Sorry, but a dog is worth paying for. Even an older dog. Maybe not the same as a puppy, it depends on the dog. A puppy you cannot have information of hips and elbows, etc. A puppy will not have a significant amount of training in them. A puppy can be a crap shoot with temperament. 

And there is this: sometimes people value more what the shell out for. Sorry, but the dog you got for free because his testicle didn't drop or his ear didn't stand, well that dog is defective. Some people won't even bother to contact the breeder when they decide to move and, awe shucks, just no place will take a dog, better drop it at the shelter. Hopefully breeders can judge people and recognize the breed, but sometimes life happens, the dog ownership changes hands, and even that, if the dog is worth anything, well, they rehome it for nothing, and well they dump it for nothing. 

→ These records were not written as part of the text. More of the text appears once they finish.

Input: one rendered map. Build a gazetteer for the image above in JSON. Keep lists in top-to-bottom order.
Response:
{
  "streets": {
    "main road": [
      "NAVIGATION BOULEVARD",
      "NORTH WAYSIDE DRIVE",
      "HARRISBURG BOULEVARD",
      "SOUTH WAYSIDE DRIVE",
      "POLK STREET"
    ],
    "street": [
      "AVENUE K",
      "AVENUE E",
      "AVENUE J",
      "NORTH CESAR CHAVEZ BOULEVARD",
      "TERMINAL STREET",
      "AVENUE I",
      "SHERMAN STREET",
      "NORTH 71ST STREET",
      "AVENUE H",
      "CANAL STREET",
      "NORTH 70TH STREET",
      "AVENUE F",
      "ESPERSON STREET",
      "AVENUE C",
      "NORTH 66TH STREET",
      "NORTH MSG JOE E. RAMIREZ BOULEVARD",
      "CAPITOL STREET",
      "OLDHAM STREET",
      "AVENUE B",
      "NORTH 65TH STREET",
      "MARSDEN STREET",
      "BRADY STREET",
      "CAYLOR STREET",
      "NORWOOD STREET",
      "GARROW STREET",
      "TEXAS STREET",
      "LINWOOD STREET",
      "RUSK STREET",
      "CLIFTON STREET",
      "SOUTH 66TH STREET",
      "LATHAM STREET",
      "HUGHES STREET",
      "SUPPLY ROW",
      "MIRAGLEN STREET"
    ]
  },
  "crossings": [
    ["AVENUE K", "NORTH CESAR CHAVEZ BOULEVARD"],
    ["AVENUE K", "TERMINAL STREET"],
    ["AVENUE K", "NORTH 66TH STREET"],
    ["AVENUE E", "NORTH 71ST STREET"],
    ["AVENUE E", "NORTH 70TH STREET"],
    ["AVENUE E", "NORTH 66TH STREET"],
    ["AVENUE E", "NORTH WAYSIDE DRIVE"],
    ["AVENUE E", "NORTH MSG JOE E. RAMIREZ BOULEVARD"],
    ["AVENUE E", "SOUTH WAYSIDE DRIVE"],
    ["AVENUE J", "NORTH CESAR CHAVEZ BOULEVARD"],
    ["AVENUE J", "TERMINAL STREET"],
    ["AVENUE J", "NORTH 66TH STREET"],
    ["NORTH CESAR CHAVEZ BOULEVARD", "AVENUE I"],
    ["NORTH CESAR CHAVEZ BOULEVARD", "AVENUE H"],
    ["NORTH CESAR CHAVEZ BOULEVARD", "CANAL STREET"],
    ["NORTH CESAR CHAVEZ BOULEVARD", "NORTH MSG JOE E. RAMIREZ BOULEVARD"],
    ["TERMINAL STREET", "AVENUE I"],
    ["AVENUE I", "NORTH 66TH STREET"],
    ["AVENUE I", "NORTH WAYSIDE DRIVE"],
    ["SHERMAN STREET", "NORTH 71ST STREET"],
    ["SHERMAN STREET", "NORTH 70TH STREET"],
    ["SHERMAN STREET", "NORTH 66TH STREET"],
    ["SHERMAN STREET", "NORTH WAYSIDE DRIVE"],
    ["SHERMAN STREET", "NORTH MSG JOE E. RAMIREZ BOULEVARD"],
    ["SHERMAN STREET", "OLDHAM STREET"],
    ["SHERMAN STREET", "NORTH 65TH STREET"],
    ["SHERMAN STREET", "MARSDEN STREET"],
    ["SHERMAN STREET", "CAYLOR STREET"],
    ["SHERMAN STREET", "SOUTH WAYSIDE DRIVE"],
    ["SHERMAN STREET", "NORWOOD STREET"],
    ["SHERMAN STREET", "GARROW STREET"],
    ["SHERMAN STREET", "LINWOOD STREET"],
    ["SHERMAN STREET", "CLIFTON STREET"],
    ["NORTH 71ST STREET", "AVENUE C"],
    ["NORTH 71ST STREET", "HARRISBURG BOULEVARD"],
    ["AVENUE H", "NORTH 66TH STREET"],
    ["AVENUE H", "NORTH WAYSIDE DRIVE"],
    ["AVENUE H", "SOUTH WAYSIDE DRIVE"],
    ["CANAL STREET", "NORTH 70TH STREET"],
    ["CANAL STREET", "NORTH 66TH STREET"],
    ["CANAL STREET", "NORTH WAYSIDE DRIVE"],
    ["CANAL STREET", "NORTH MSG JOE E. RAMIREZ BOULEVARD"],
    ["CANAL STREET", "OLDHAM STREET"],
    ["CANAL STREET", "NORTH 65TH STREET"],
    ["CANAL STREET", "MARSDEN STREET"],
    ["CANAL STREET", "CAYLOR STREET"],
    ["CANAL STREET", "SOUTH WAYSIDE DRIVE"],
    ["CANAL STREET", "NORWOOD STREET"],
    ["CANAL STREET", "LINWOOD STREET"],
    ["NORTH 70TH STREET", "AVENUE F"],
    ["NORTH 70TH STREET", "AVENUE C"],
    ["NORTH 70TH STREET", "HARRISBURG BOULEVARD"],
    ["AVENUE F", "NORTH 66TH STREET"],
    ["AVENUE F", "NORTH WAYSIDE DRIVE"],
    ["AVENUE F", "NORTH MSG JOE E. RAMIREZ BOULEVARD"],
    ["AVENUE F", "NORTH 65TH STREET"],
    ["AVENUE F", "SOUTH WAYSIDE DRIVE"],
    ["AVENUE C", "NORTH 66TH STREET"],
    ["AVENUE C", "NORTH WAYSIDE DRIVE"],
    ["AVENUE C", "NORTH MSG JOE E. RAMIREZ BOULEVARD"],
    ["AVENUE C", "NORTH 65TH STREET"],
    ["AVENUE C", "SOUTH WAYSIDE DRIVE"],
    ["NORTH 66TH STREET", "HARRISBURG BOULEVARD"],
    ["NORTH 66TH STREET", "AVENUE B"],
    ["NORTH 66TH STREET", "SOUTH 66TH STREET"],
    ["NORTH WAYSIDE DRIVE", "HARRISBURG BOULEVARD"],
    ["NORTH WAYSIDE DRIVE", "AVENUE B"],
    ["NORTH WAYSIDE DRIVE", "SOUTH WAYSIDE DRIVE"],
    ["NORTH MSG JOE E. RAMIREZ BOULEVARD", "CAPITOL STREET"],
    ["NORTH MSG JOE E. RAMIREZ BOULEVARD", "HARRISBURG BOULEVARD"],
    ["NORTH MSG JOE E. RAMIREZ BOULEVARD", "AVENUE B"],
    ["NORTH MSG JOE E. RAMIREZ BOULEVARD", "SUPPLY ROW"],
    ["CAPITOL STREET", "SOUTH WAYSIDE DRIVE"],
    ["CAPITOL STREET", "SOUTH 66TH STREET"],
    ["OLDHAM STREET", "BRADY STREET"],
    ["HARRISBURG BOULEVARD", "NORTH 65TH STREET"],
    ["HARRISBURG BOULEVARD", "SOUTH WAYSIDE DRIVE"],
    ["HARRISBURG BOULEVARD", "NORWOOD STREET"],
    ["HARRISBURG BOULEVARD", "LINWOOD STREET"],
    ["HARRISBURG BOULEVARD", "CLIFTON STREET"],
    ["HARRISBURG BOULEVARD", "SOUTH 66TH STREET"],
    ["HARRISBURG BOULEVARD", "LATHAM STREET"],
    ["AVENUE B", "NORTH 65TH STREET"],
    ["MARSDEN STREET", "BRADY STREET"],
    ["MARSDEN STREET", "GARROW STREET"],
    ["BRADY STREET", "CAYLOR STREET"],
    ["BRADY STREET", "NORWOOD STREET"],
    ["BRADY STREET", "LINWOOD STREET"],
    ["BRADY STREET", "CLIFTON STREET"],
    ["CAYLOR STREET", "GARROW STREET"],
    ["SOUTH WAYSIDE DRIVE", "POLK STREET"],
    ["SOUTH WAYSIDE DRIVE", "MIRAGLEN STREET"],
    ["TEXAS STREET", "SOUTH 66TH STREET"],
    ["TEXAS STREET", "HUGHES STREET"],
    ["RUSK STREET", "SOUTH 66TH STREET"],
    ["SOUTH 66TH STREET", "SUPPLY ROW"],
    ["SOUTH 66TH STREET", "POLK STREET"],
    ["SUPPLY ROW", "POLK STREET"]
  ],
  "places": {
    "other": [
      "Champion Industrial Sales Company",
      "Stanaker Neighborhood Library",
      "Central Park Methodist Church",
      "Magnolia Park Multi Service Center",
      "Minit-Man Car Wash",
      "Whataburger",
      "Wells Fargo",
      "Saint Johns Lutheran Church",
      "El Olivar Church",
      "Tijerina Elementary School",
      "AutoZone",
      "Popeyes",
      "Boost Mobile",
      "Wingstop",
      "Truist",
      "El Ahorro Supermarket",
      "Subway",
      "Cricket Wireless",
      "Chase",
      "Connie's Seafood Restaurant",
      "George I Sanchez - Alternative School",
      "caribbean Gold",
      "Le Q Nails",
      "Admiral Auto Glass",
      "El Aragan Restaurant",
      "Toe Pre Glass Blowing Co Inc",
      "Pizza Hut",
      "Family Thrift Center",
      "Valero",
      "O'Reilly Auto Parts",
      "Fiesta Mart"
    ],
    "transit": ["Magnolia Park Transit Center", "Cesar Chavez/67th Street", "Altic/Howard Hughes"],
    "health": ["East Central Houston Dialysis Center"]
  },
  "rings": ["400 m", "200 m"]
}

Don't tell me people pick up dogs at shelters and never dump them, because the facts are otherwise. People rescue dogs from shelters, and then dump them when it is inconvenient. 

Hopefully the retired breeding bitch, who probably has more than half of her life left is well-bred and good tempered, with passing hips and elbows. That may not be worth anything to some people. It is worth plenty to others.


----------



## holisticbliss (Mar 15, 2016)

Selzer I really appreciate all the info and time and effort you put in by replying to my post - it's such helpful information and it's just what I needed to know at this point. I don't have experience with these dogs (or the wide world of breeders, pedigree, training and so forth) but love the animal and am looking forward to getting our first and learning more, just want to do it the right way. Your insight is so helpful in this search. 

I did message the owner asking if I could contact the vet, as well as being able to speak to owners / trainers of her litters as well as any info on accomplishments of her parents. I heard nothing back yet and it's been two days, perhaps there are health problems with her or she is too busy or maybe I sounded like too much of an amateur and not worth her time. 

I assume she is a bitch but the owner hasn't mentioned it, she did just recently have a litter of puppies. I've read it can be risky getting them spayed or neutered at an older age. 

Part of me feels I may have offended her by questioning her credibility (she said the dog is in good health). But if she doesn't feel comfortable sharing this information or at least replying to the question then I should, as you said, walk away. 

Also learning that if you want to raise dogs - any dogs - it really needs to be done "right". Yet what "right" means differs so widely. My brain is melting from reading all the information on the net. Determining fact from opinion is such a fine line - reading tonnes of debates and differing information on even keeping them inside or outside. I cynically wonder how anyone ever owned a dog before the internet - but at the same time understand the plethora of information is there and intended for those who truly want to be the best owners and give their companion the best possible life.


----------



## selzer (May 7, 2005)

Breeders have no business "not wanting to deal with amateurs." Most of their puppies go to pet homes, and they are amateurs. A huge part of the reason to go to a breeder is because they can offer support/advice with the breed and their lines. So, being willing to talk to people, teach people, work with people, spend time with people is a must. 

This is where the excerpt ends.